→ **What this task involves**: In the copy, include no pictures. Reproduce the rest of the entries exactly.

[Start of Attachment]

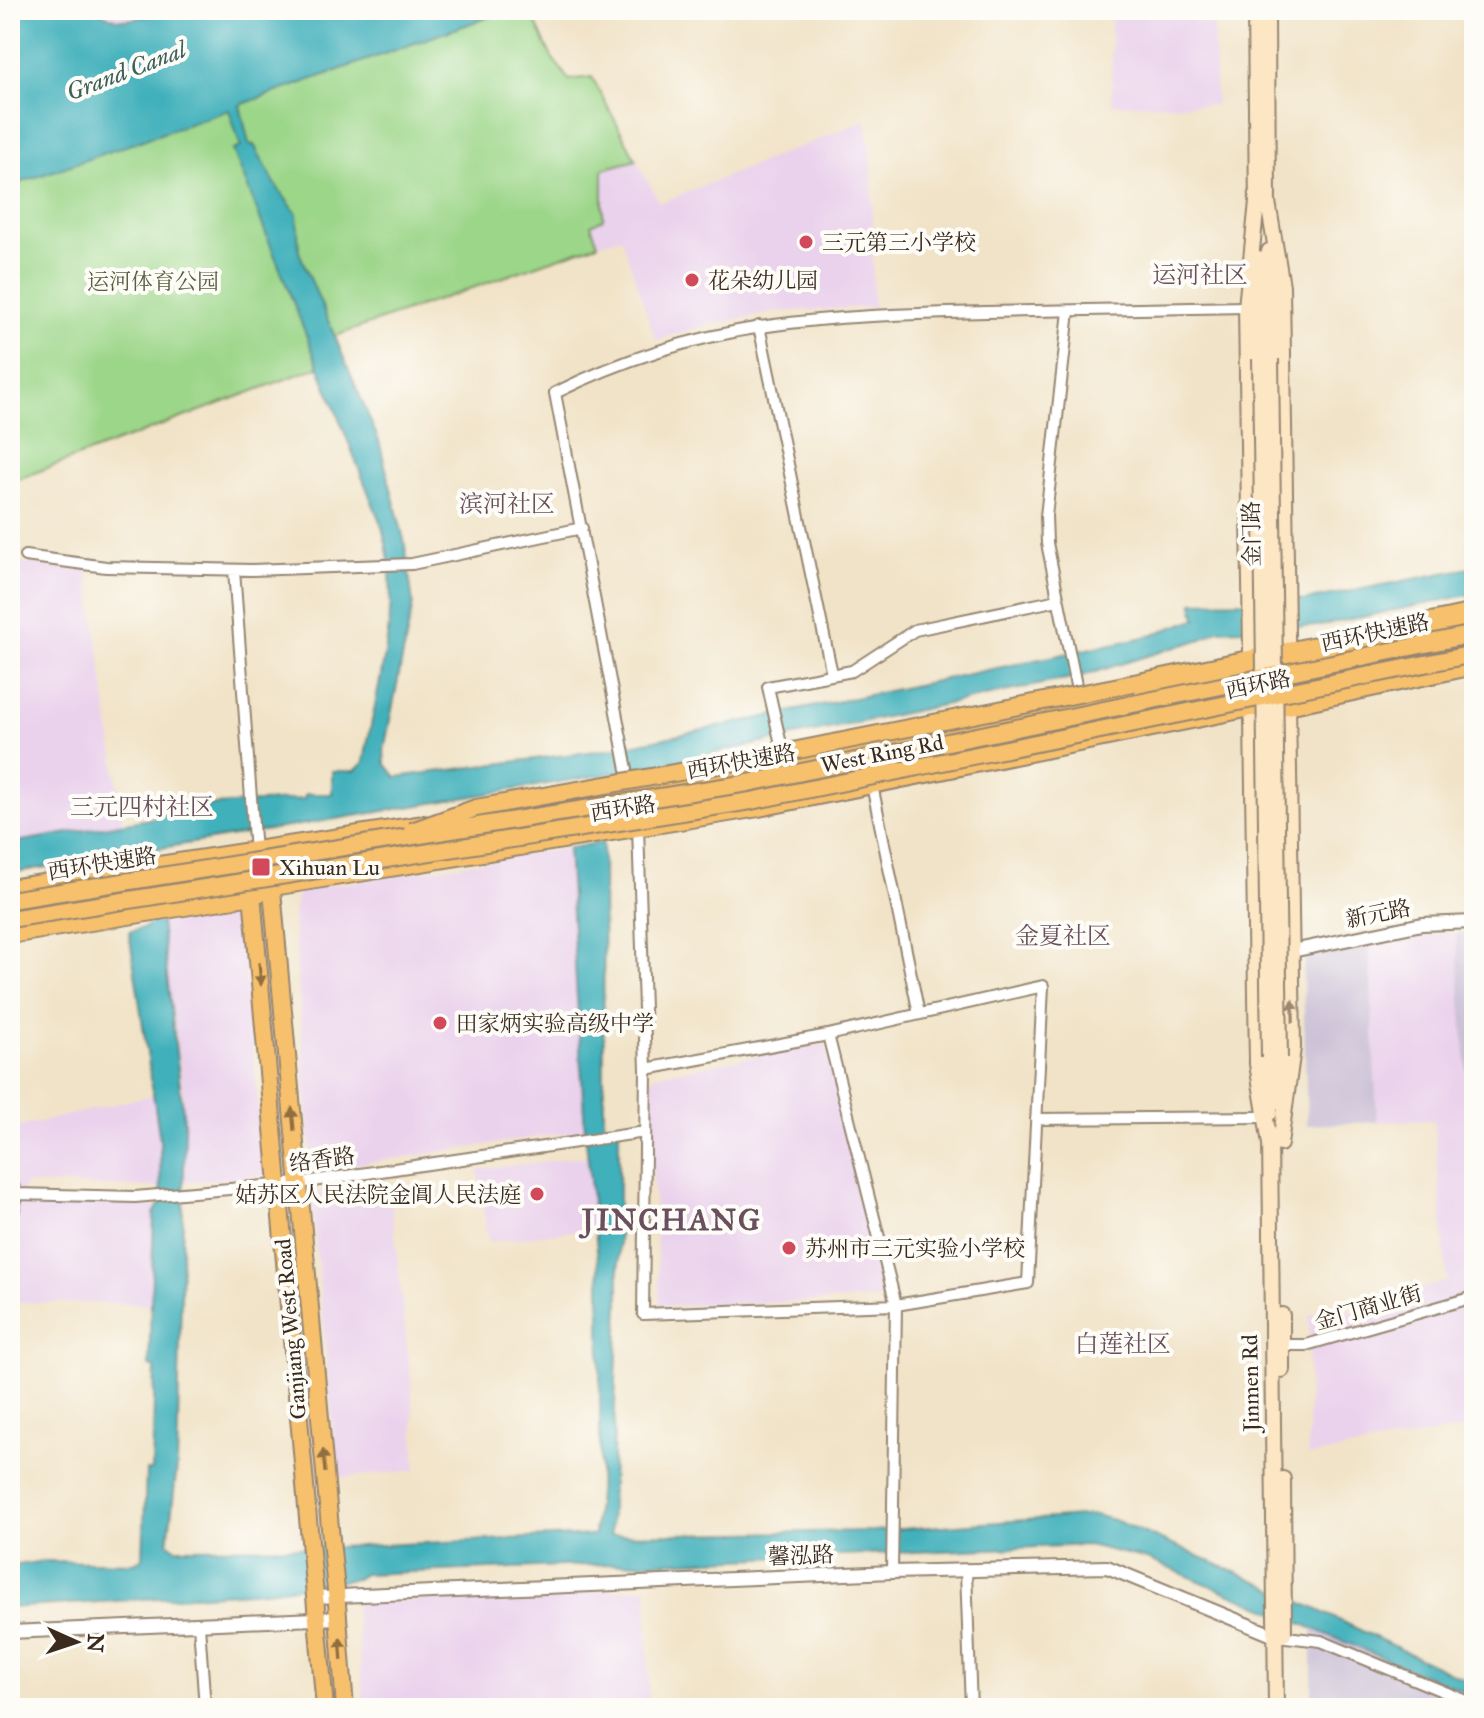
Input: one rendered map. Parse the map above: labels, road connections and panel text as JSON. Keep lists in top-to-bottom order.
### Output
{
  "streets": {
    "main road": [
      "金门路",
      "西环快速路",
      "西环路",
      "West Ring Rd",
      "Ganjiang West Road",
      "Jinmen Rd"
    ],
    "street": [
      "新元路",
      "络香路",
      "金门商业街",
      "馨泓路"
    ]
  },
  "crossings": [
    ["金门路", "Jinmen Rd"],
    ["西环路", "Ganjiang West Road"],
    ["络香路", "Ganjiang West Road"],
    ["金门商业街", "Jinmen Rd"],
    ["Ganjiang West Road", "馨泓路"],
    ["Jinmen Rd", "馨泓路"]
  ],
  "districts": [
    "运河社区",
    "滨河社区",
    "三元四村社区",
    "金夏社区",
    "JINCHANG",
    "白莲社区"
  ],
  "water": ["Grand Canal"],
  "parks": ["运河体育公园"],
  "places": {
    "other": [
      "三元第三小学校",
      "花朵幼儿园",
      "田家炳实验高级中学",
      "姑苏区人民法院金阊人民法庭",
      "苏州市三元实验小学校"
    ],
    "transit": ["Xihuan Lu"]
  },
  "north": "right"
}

[End of Attachment]

→ **Written solution**:
Input: one rendered map. Parse the map above: labels, road connections and panel text as JSON. Keep lists in top-to-bottom order.
### Output
{
  "streets": {
    "main road": [
      "金门路",
      "西环快速路",
      "西环路",
      "West Ring Rd",
      "Ganjiang West Road",
      "Jinmen Rd"
    ],
    "street": [
      "新元路",
      "络香路",
      "金门商业街",
      "馨泓路"
    ]
  },
  "crossings": [
    ["金门路", "Jinmen Rd"],
    ["西环路", "Ganjiang West Road"],
    ["络香路", "Ganjiang West Road"],
    ["金门商业街", "Jinmen Rd"],
    ["Ganjiang West Road", "馨泓路"],
    ["Jinmen Rd", "馨泓路"]
  ],
  "districts": [
    "运河社区",
    "滨河社区",
    "三元四村社区",
    "金夏社区",
    "JINCHANG",
    "白莲社区"
  ],
  "water": ["Grand Canal"],
  "parks": ["运河体育公园"],
  "places": {
    "other": [
      "三元第三小学校",
      "花朵幼儿园",
      "田家炳实验高级中学",
      "姑苏区人民法院金阊人民法庭",
      "苏州市三元实验小学校"
    ],
    "transit": ["Xihuan Lu"]
  },
  "north": "right"
}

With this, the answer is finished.